Marino Marini (8 March 1804 – 15 April 1885) was an Italian prelate of the Catholic Church, who worked in the diplomatic service of the Holy See and the Roman Curia. He held the personal title of Bishop of Orvieto from 1865 to 1871.

==Biography==
He was born in Ascoli Piceno. He worked in the nunciature in Madrid, then studied civil and canon law in Rome. From 1838 to 1850, he was vicar general in Frascati. He was a member of special pontifical delegations for brief periods in Argentina and Mexico, and then worked in the nunciature in Brazil from 1853 to 1856. On 19 June 1857, he was appointed titular archbishop of Palmyra and Apostolic Delegate to Argentina, Bolivia, Chile, Uruguay, and Paraguay.
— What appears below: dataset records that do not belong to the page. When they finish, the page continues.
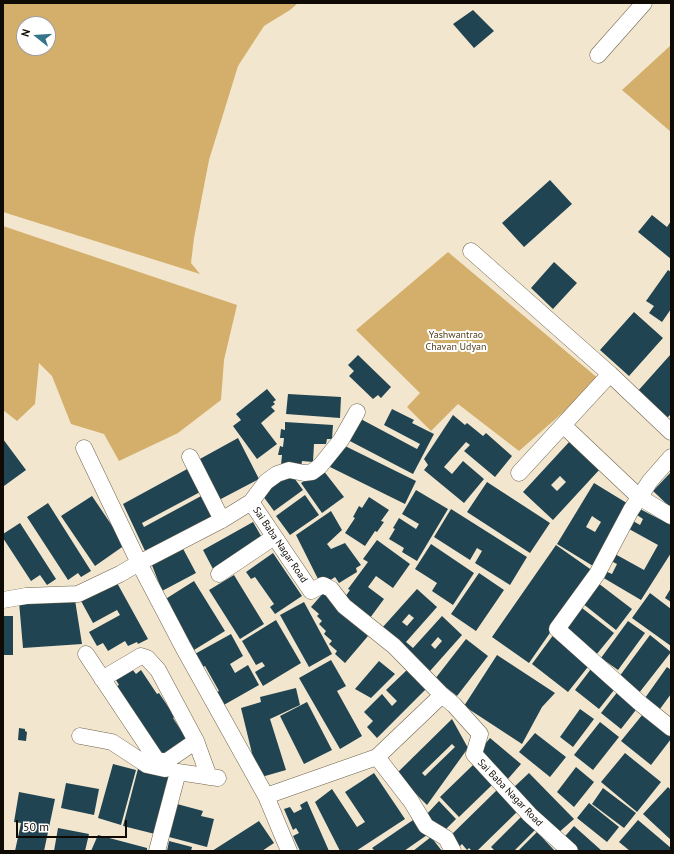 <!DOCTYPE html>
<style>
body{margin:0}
#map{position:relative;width:674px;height:854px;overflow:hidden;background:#f3e6ce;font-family:"PT Sans",sans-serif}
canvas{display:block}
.frame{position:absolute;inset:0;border:4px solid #0f0b04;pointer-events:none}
.north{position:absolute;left:16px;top:16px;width:40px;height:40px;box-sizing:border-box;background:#fff;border:1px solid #9f9d9b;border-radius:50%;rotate:287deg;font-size:11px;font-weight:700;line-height:16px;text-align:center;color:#0f0b04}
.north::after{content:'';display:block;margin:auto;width:14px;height:18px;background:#357489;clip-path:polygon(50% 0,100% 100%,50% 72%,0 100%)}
.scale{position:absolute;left:16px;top:820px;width:111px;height:18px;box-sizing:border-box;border:2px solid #0f0b04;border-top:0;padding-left:5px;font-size:12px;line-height:14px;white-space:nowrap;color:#0f0b04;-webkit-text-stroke:3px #fff;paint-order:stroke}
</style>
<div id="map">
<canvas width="674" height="854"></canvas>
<div class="frame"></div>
<div class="north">N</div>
<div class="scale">50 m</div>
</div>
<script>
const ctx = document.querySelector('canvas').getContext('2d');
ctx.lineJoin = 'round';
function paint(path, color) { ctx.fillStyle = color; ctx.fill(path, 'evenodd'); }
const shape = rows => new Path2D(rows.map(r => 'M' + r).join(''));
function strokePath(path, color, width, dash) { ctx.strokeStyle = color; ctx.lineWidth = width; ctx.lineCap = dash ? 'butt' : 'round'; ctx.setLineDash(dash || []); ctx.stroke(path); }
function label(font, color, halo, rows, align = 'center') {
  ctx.font = font + ' "PT Sans",sans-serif'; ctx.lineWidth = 4; ctx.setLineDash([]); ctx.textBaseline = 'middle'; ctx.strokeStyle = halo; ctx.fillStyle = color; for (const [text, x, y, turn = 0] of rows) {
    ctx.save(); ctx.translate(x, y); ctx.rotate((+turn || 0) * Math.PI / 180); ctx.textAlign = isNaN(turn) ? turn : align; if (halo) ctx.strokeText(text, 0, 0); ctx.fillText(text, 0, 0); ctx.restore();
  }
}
paint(shape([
 [3,3,298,3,290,10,264,26,238,66,209,160,194,238,191,263,200,274,3,212],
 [24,24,48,24,48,48,24,48],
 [671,45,671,132,622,90],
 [3,226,237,305,224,360,221,400,178,433,119,461,104,434,71,424,52,376,39,363,35,404,17,421,3,410],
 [448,252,600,380,519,451,458,404,431,431,407,407,420,393,356,330]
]), '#d3af6b');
paint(shape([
 [473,10,494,31,474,48,453,24],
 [550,180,572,204,524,247,502,223],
 [652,215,667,227,671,221,671,259,638,232],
 [554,262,577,283,553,309,531,288],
 [668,270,671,272,671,309,662,322,649,313,654,306,646,301],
 [634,312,663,338,629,376,600,350],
 [671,354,671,414,667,418,637,392],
 [358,355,391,387,381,398,378,395,373,399,349,376,354,371,348,365],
 [267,389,276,400,273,402,275,404,271,407,275,411,261,423,277,444,257,459,233,426,241,420,236,414],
 [288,394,341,397,340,418,286,414],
 [392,409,414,420,412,423,434,434,413,474,346,439,357,417,417,449,420,444,384,425],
 [453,415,465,425,467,423,483,436,486,433,512,456,495,477,464,451,470,445,466,442,444,467,452,474,463,461,484,479,464,503,424,470,428,465,424,459],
 [285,422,333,425,332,439,327,439,326,444,314,444,313,462,302,461,301,468,281,465,282,455,278,455,280,446,283,447,284,438,280,438,281,429,285,430],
 [238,438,259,479,219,500,198,460],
 [3,439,26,470,4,486,3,485],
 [570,441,600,469,553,520,523,492],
 [560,476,566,482,557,491,551,485],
 [341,444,416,481,405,504,330,467],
 [189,468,202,491,142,523,144,527,203,495,215,517,146,553,123,504],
 [323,470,344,497,322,513,301,483],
 [289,471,303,490,274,511,260,492],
 [671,472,671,508,653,491],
 [487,482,550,523,530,553,467,512],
 [594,483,630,505,593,566,557,544],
 [592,516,601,522,595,532,586,527],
 [416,490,448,509,417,561,402,552,404,548,389,539,395,529,393,528,399,518,416,529,419,524,402,514],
 [305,495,319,515,290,535,276,516],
 [92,496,125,545,95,566,61,516],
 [369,497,389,510,381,521,384,522,377,532,375,531,365,546,345,533,355,518,353,517,359,506,362,508],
 [48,503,91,571,81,577,78,573,68,580,27,517],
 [451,509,527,557,510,585,475,563,482,551,477,548,470,560,434,537],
 [640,509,671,525,671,553,641,600,602,577,605,571,612,574,617,564,611,561,615,554,644,570,658,545,629,529,633,521,640,525,643,519,637,515],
 [331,511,342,530,327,544,331,549,345,543,361,565,356,568,357,572,339,583,335,577,326,583,319,581,296,535],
 [253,522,264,541,213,569,203,550],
 [20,523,56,579,47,585,40,575,31,581,3,538,3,534],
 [377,540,410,564,393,588,376,576,368,587,384,599,367,622,346,606,350,600,345,597,350,590,348,589,368,562,363,559],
 [180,543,196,573,162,591,150,560],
 [431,544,474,573,453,605,432,591,437,583,415,569],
 [556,545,593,571,529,663,492,637],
 [273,553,302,596,275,614,270,607,274,604,255,577,251,579,246,572],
 [479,573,504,590,476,631,451,614],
 [234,575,264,624,240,639,209,590],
 [116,581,148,639,138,644,137,642,128,646,125,641,108,651,103,643,97,646,89,632,120,615,117,610,93,623,81,601],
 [194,581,225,631,194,650,164,600],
 [598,583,632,609,616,630,582,603],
 [671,588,671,602,665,598],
 [417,589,437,607,406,642,413,648,442,616,462,635,430,671,382,628],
 [409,614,414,618,407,626,402,622],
 [438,637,442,641,435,649,431,645],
 [325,591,336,607,368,636,345,663,335,654,337,651,329,644,332,641,324,634,326,631,319,624,322,621,317,616,319,614,311,607],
 [650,593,671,609,671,646,632,618],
 [75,600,82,644,23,648,19,602],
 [304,602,332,654,309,667,280,615],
 [582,608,614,633,596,655,565,629],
 [3,616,13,616,13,655,3,655],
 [276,620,301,663,263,686,255,672,265,666,262,662,256,665,242,641],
 [628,621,645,633,618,670,601,658],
 [231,634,243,656,230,664,235,673,248,665,259,685,222,706,215,693,219,691,205,666,201,668,193,655],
 [554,634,591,663,568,692,532,664],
 [650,635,671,652,639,693,619,677],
 [466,639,488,656,457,696,435,679],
 [497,655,555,693,542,707,522,744,464,706],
 [331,660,346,686,337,691,362,736,340,749,299,678],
 [379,661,395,674,371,698,355,689],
 [594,665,618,685,599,709,575,690],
 [667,667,671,670,671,694,660,709,645,698],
 [132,669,136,674,141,670,157,694,159,693,175,717,173,718,186,738,181,742,183,746,160,758,113,688,119,685,116,680],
 [408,669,427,688,377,738,367,727,373,721,364,712,382,694,392,706,397,701,386,690],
 [296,688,300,705,270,719,286,770,258,778,241,708,261,702,260,697],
 [619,690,639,706,621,729,601,713],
 [307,702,332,750,304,764,280,716],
 [580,709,594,719,573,747,560,737],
 [643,714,671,736,671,739,651,765,621,741],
 [452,719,468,748,427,805,396,774],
 [452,744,455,747,425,776,422,773],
 [600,722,619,737,593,770,574,755],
 [19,728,25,729,25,731,27,732,26,741,18,740],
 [535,733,566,757,550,777,519,752],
 [490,738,521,764,507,780,477,754],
 [625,753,661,782,637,812,601,782],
 [113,764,136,770,121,825,98,818],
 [139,765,171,773,155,834,123,826],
 [473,765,492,785,459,817,440,797],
 [576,767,594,782,574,807,557,792],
 [374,773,405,819,356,851,340,851,315,802,332,789,357,827,365,822,345,792],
 [529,773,574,819,557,834,513,788],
 [66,783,99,789,94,815,61,808],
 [668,787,671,790,671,840,643,814],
 [499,788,520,809,477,851,472,851,469,848,467,850,462,844,458,848,448,838],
 [603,788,636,813,624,828,592,804],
 [19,792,55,799,44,851,15,851,21,823,14,822],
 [307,801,329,851,300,851,293,836,299,833,296,828,293,830,284,809,290,807,294,813,302,809,300,805],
 [439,801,456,819,443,832,426,815],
 [589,803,619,827,607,842,577,818],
 [177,804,203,811,201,816,214,819,207,847,169,837],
 [523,815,536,829,514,851,495,851,491,847],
 [416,818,427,835,404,851,375,851,372,848],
 [638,820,671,848,671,851,630,851,619,842],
 [259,821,274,843,262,851,212,851],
 [574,826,602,851,571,851,560,842],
 [58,828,89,834,85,851,54,851],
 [537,832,554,850,553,851,518,851],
 [98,835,147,848,147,851,91,851],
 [431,837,442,851,413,851],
 [169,841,192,847,191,851,167,851]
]), '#204451');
const minor = shape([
 [598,55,644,3],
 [471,251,610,374],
 [563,425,639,497,671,516],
 [84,448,139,563,183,647,266,796,289,851],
 [190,457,222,520],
 [671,457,650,481,631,510,597,574,557,629,641,704,671,728],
 [519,473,610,374,671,432],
 [251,502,266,482,277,474,289,470,304,473,312,472,320,466,341,440,357,412],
 [219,574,274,537],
 [3,600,26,596,78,594,120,574,139,563,222,520,251,502,311,591,323,585,331,589,344,606,394,646,442,695,454,705,480,734,474,754,530,815,570,851],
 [86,654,162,768],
 [102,679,141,656,147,658,158,670,196,741,167,761,160,761,156,759],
 [80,736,112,742,147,765,165,769],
 [196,741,209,777],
 [377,757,411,801,426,826,446,838,453,851],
 [266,796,377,757,442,695],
 [157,851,178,772,218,778]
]);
strokePath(minor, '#6e634e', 17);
strokePath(minor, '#fff', 16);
label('10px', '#53411c', '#fff', [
 ["Yashwantrao",456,335],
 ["Chavan Udyan",456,347]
]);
label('10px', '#0f0b04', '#fff', [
 ["Sai Baba Nagar Road",280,545,56],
 ["Sai Baba Nagar Road",510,793,46]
]);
</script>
On 17 March 1865, he was given the personal title of Bishop of Orvieto, held until 15 October 1871. Beginning in 1868, he held positions in the Roman Curia, including Secretary of the Congregation for Extraordinary Ecclesiastical Affairs and Substitute of the Secretariat of State. He resigned from those positions on 23 September 1875.

He attended the Vatican Council of 1869–70, where he was a member of the Commission on Discipline.

He died on 15 April 1885 at the age of 81.